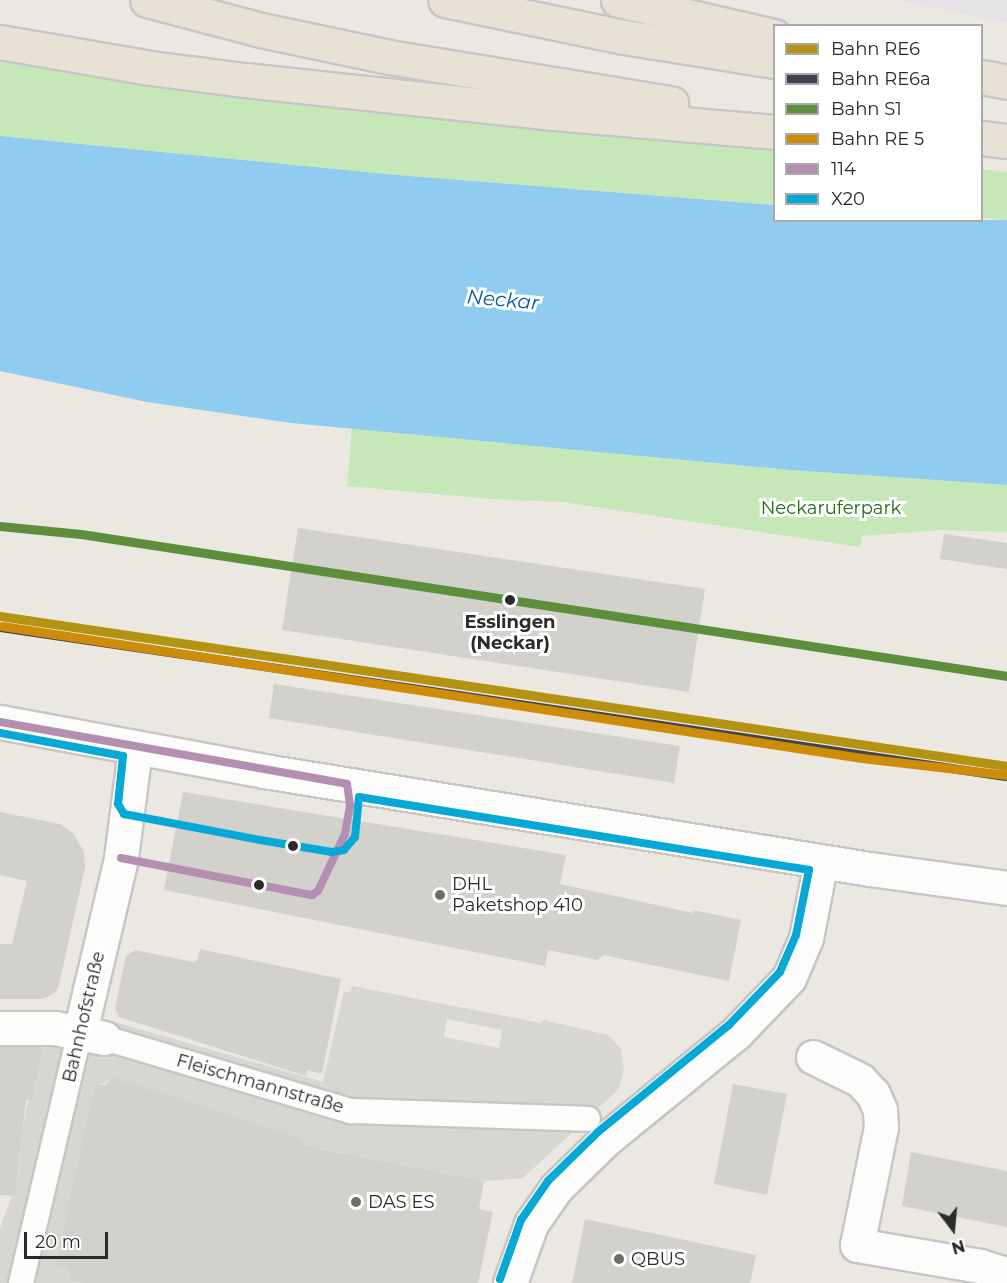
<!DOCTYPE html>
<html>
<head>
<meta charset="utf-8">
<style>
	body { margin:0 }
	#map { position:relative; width:1007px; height:1283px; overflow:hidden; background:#eae8e1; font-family:Montserrat,sans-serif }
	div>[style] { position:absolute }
	.industrial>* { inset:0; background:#e5e2e4 }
	.green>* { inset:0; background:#c6e8b8 }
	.plaza>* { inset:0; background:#d8d6d0 }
	.water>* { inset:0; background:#90ccf0 }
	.building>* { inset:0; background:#d2d1cc }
	.roads { filter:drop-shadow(2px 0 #c7c6c6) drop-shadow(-2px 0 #c7c6c6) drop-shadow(0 2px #c7c6c6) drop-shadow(0 -2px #c7c6c6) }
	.pedestrian>* { height:24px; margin:-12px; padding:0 12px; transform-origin:12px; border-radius:12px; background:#fcfcfa }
	.minor>* { height:33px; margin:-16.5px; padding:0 16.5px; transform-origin:16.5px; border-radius:16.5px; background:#fcfcfa }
	.secondary>* { height:33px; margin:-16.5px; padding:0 16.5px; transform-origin:16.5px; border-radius:16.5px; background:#fcfcfa }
	.trunk>* { height:33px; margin:-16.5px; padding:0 16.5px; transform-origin:16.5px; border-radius:16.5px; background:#e8e2d4 }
	.bus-1>* { height:8px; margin:-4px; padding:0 4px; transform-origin:4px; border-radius:4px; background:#b48fb1 }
	.bus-2>* { height:8px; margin:-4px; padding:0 4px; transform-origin:4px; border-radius:4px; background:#06a9d5 }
	.rail-1>* { height:9px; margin:-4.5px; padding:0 4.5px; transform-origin:4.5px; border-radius:4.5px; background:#b59312 }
	.rail-2>* { height:9px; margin:-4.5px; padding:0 4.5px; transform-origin:4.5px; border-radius:4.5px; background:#424351 }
	.rail-3>* { height:9px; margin:-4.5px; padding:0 4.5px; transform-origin:4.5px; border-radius:4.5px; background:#5c8e3c }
	.rail-4>* { height:9px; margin:-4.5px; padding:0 4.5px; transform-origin:4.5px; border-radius:4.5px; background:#ce8d09 }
	.dots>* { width:16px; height:16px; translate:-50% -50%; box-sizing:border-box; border:3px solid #fff; border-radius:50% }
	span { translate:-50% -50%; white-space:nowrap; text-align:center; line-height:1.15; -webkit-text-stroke:6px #fff; paint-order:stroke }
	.park-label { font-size:18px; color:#1d6e16 }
	.stop-label { font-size:18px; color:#2b2b2b; font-weight:700 }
	.poi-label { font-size:18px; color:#2b2b2b }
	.left { translate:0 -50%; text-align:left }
	.street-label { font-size:18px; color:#2b2b2b }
	.water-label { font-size:20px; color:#055ba6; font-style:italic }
	.legend { position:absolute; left:773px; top:24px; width:210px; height:198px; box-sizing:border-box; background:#fff; border:2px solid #aaa; margin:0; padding:8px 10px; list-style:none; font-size:18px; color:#2b2b2b }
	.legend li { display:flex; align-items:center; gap:12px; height:30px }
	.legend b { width:30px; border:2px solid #aaa }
	.north { position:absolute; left:923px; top:1199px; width:60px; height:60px; -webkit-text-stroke:4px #fff; paint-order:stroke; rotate:164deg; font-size:16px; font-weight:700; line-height:24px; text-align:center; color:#2b2b2b }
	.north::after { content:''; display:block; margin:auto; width:21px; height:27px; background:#2b2b2b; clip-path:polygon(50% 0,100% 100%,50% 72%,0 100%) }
	.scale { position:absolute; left:24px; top:1232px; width:84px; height:27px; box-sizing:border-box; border:3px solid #2b2b2b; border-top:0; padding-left:8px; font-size:18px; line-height:21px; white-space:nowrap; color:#2b2b2b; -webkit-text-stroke:4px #fff; paint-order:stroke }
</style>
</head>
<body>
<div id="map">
	<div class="industrial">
		<i style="clip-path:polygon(899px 0,1007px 0,1007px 23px,913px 3px)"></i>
	</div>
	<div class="green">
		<i style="clip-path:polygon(0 56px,589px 129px,774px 149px,774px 205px,397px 175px,0 136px)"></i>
		<i style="clip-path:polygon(982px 169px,1007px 172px,1007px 220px,982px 218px)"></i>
		<i style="clip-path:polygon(352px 428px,791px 470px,1007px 485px,1007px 532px,942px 530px,862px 536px,860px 547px,563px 502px,491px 499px,347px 486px)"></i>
	</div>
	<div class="plaza">
		<i style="clip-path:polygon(evenodd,352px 986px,541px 1023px,543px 1020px,608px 1035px,621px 1049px,624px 1071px,618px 1090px,523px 1178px,484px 1181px,314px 1147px,300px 1152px,302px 1139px,112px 1077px,105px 1083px,96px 1085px,56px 1266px,70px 1270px,69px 1281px,80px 1283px,0 1283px,0 1228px,17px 1182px,24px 1119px,28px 1101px,32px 1101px,46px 1041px,100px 1055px,104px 1038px,115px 1022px,323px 1082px,344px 991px,350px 993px,352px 986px,447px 1019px,502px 1030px,499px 1048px,444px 1037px,447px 1019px)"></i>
	</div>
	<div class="water">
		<i style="clip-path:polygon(0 136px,397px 175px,774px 205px,774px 220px,1007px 220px,1007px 485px,791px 470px,291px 423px,147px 402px,0 371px)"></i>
	</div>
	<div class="building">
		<i style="clip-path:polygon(298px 528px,705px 589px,689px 692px,282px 630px)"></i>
		<i style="clip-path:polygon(944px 534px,1007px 543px,1007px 569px,940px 559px)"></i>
		<i style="clip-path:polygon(274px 684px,680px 746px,674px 783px,269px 718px)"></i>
		<i style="clip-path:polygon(183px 792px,566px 855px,560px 884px,693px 913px,693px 910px,741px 920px,729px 981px,603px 955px,598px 960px,548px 950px,545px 966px,164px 890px)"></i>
		<i style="clip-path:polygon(0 812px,60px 824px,73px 833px,84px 852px,85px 867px,59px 985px,56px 992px,43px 999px,0 999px,0 944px,12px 944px,27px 881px,0 875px)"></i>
		<i style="clip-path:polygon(200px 949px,341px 979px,322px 1074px,307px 1070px,306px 1076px,119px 1017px,115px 1008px,126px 956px,135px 950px,193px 962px,197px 961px)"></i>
		<i style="clip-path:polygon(0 1047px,44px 1047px,32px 1101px,26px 1100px,15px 1196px,0 1195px)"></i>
		<i style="clip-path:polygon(112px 1077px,303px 1139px,302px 1145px,484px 1181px,479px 1209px,493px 1212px,478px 1283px,82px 1283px,69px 1281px,70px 1270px,56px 1266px,75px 1174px,96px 1084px,106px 1085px)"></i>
		<i style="clip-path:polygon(733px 1084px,787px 1094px,767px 1195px,714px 1184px)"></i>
		<i style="clip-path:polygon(911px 1152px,1007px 1171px,1007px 1227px,902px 1206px)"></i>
		<i style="clip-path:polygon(585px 1219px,756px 1255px,750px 1283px,572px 1283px)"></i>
	</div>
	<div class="roads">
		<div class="pedestrian">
			<i style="left:104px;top:1038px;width:258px;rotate:16.5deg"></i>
			<i style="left:351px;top:1111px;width:237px;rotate:1.9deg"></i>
			<i style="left:21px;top:1283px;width:258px;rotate:-76.8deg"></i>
		</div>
		<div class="minor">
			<i style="left:0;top:1028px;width:55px"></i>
			<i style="left:55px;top:1028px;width:50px;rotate:11.5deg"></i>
			<i style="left:80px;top:1032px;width:179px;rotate:-76.7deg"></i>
			<i style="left:121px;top:858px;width:111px;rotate:-82.7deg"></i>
			<i style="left:813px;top:1057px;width:52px;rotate:26.1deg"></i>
			<i style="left:860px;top:1080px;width:19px;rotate:47deg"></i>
			<i style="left:873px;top:1094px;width:17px;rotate:66deg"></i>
			<i style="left:880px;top:1110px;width:17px;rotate:87deg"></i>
			<i style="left:881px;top:1127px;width:120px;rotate:101.5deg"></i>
			<i style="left:857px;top:1245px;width:125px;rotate:9.7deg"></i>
			<i style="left:980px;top:1266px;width:28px;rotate:17deg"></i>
		</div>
		<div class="secondary">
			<i style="left:0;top:722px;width:269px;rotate:10.5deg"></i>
			<i style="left:264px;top:771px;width:614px;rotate:9.19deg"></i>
			<i style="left:870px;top:869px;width:138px;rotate:7.9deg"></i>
			<i style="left:510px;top:1283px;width:63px;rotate:-70.4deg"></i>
			<i style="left:531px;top:1224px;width:44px;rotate:-55.2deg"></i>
			<i style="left:556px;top:1188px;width:69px;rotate:-44.4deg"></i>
			<i style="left:605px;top:1140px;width:169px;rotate:-39.2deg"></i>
			<i style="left:736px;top:1033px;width:76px;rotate:-46.1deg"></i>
			<i style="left:789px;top:978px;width:43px;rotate:-67deg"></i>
			<i style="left:806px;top:938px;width:78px;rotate:-79deg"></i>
		</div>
		<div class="trunk">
			<i style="left:147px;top:0;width:118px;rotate:14.7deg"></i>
			<i style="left:261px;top:30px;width:131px;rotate:11.9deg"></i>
			<i style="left:389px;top:57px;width:286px;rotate:9.3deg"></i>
			<i style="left:445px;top:0;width:183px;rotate:11.7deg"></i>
			<i style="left:624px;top:37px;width:152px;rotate:9.1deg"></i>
			<i style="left:618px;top:0;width:160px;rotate:13deg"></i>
			<i style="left:0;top:42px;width:152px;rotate:9.8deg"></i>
			<i style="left:150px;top:68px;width:96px;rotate:7.2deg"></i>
			<i style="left:245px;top:80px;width:311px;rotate:6.1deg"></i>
			<i style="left:554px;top:113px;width:221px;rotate:4.9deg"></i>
			<i style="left:982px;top:77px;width:25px;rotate:11deg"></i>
			<i style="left:982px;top:138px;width:25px;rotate:7deg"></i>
		</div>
	</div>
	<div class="bus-1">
		<i style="left:0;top:722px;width:352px;rotate:10.1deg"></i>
		<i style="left:121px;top:858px;width:195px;rotate:11deg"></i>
		<i style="left:312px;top:895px;width:7px;rotate:-34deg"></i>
		<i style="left:318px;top:891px;width:63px;rotate:-64.7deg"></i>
		<i style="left:345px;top:834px;width:29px;rotate:-80deg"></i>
		<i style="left:350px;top:805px;width:21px;rotate:-98deg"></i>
	</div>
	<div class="bus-2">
		<i style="left:0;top:733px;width:125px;rotate:10.6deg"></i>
		<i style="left:123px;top:756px;width:48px;rotate:95.9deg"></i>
		<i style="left:118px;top:804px;width:12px;rotate:59deg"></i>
		<i style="left:124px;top:814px;width:138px;rotate:10.8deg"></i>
		<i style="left:260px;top:840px;width:73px;rotate:9.5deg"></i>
		<i style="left:332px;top:852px;width:12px;rotate:-9deg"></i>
		<i style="left:344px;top:850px;width:17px;rotate:-50deg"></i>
		<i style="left:355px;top:837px;width:40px;rotate:-84.3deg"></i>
		<i style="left:359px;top:797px;width:456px;rotate:9.2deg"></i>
		<i style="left:809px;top:870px;width:66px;rotate:101.3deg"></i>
		<i style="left:796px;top:935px;width:40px;rotate:113.4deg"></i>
		<i style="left:780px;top:972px;width:74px;rotate:133.9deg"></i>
		<i style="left:729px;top:1025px;width:169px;rotate:140.8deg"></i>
		<i style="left:598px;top:1132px;width:70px;rotate:135.6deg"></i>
		<i style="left:548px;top:1181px;width:47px;rotate:124.7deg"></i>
		<i style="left:521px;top:1220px;width:63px;rotate:109.6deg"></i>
	</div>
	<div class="rail-1">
		<i style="left:0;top:616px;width:1018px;rotate:8.47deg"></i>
	</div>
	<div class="rail-2">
		<i style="left:0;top:627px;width:1016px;rotate:8.43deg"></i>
	</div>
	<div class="rail-3">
		<i style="left:0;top:526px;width:81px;rotate:5.6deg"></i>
		<i style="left:81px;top:534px;width:937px;rotate:8.72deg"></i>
	</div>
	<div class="rail-4">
		<i style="left:2px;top:626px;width:870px;rotate:8.73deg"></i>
		<i style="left:862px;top:758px;width:146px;rotate:6.7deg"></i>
	</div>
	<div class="dots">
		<i style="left:510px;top:600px;background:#2b2b2b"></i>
		<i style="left:293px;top:846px;background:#2b2b2b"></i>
		<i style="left:259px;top:885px;background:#2b2b2b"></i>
		<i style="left:440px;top:895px;background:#6e6d6b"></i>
		<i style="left:356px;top:1202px;background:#6e6d6b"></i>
		<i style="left:619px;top:1259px;background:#6e6d6b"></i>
	</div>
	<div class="park-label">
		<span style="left:831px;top:508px">Neckaruferpark</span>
	</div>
	<div class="stop-label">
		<span style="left:510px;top:633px">Esslingen<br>(Neckar)</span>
	</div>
	<div class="poi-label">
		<span class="left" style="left:452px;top:895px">DHL<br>Paketshop 410</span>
		<span class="left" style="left:368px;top:1202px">DAS ES</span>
		<span class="left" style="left:631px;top:1259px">QBUS</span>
	</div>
	<div class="street-label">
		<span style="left:84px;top:1017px;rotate:-77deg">Bahnhofstraße</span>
		<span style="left:260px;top:1084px;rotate:16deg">Fleischmannstraße</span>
	</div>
	<div class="water-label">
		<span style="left:503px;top:300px;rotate:5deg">Neckar</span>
	</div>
	<ul class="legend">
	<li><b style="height:8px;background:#b59312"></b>Bahn RE6</li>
	<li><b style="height:8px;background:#424351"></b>Bahn RE6a</li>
	<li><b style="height:8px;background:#5c8e3c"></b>Bahn S1</li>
	<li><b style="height:8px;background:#ce8d09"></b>Bahn RE 5</li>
	<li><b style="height:8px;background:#b48fb1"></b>114</li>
	<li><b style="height:8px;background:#06a9d5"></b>X20</li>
	</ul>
	<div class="north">N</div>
	<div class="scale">20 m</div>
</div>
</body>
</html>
####################
## What to do
Repeat exactly the lines from the first line of the records above through the line containing "filter:drop-shadow(2px 0 #c7c6c6)", leaving out the pictures.

## Answer below
<!DOCTYPE html>
<html>
<head>
<meta charset="utf-8">
<style>
	body { margin:0 }
	#map { position:relative; width:1007px; height:1283px; overflow:hidden; background:#eae8e1; font-family:Montserrat,sans-serif }
	div>[style] { position:absolute }
	.industrial>* { inset:0; background:#e5e2e4 }
	.green>* { inset:0; background:#c6e8b8 }
	.plaza>* { inset:0; background:#d8d6d0 }
	.water>* { inset:0; background:#90ccf0 }
	.building>* { inset:0; background:#d2d1cc }
	.roads { filter:drop-shadow(2px 0 #c7c6c6) drop-shadow(-2px 0 #c7c6c6) drop-shadow(0 2px #c7c6c6) drop-shadow(0 -2px #c7c6c6) }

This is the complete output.